**PROBLEM DESCRIPTION**
Copy, from the listing, every line in which the string "Agulha" is present.

**TASK INPUTS**

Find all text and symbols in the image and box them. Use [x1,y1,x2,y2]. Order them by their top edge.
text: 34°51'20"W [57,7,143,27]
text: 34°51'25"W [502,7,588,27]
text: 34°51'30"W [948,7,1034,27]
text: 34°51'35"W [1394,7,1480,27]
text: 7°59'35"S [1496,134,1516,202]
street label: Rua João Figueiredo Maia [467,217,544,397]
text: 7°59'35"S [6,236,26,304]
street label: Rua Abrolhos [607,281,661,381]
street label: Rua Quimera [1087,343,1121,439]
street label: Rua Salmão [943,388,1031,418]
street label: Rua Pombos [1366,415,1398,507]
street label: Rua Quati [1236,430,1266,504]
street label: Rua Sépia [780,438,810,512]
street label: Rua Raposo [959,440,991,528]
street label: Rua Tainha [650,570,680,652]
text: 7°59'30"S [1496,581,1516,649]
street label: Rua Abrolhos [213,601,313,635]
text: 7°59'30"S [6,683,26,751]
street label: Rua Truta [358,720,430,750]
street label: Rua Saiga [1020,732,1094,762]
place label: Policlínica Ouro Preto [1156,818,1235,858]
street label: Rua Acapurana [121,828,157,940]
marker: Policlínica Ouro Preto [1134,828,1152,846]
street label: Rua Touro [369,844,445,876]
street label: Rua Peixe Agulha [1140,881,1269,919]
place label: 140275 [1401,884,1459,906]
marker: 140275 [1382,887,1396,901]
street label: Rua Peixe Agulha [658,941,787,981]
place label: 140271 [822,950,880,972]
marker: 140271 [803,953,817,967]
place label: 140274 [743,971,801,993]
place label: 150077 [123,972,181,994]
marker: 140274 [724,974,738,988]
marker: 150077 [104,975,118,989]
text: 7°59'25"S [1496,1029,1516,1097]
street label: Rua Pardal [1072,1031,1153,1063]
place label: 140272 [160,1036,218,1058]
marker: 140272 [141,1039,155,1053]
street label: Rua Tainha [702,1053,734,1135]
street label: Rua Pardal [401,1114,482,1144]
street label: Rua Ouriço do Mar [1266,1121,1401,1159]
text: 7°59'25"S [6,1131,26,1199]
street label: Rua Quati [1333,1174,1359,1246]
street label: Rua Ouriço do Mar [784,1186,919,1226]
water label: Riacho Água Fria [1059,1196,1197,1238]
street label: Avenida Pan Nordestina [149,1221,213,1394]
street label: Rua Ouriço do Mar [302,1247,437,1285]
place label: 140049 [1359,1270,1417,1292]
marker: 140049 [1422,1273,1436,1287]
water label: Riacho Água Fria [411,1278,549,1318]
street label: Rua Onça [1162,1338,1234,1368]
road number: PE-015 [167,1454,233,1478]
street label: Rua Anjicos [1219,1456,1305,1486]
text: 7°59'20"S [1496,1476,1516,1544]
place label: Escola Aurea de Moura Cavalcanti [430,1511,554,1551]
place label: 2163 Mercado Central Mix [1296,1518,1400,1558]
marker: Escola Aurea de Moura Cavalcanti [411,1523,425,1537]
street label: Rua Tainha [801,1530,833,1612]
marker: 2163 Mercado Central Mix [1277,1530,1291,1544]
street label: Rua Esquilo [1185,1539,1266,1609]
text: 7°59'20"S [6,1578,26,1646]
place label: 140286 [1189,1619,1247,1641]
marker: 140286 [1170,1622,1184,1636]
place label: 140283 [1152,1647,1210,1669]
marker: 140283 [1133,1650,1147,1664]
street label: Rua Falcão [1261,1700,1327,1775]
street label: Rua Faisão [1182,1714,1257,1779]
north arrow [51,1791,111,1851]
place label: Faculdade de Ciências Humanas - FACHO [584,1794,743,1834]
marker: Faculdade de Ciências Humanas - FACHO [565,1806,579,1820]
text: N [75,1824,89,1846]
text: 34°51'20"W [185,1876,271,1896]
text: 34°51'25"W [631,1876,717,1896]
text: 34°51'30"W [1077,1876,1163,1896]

**EXERCISE SOLUTION**
street label: Rua Peixe Agulha [1140,881,1269,919]
street label: Rua Peixe Agulha [658,941,787,981]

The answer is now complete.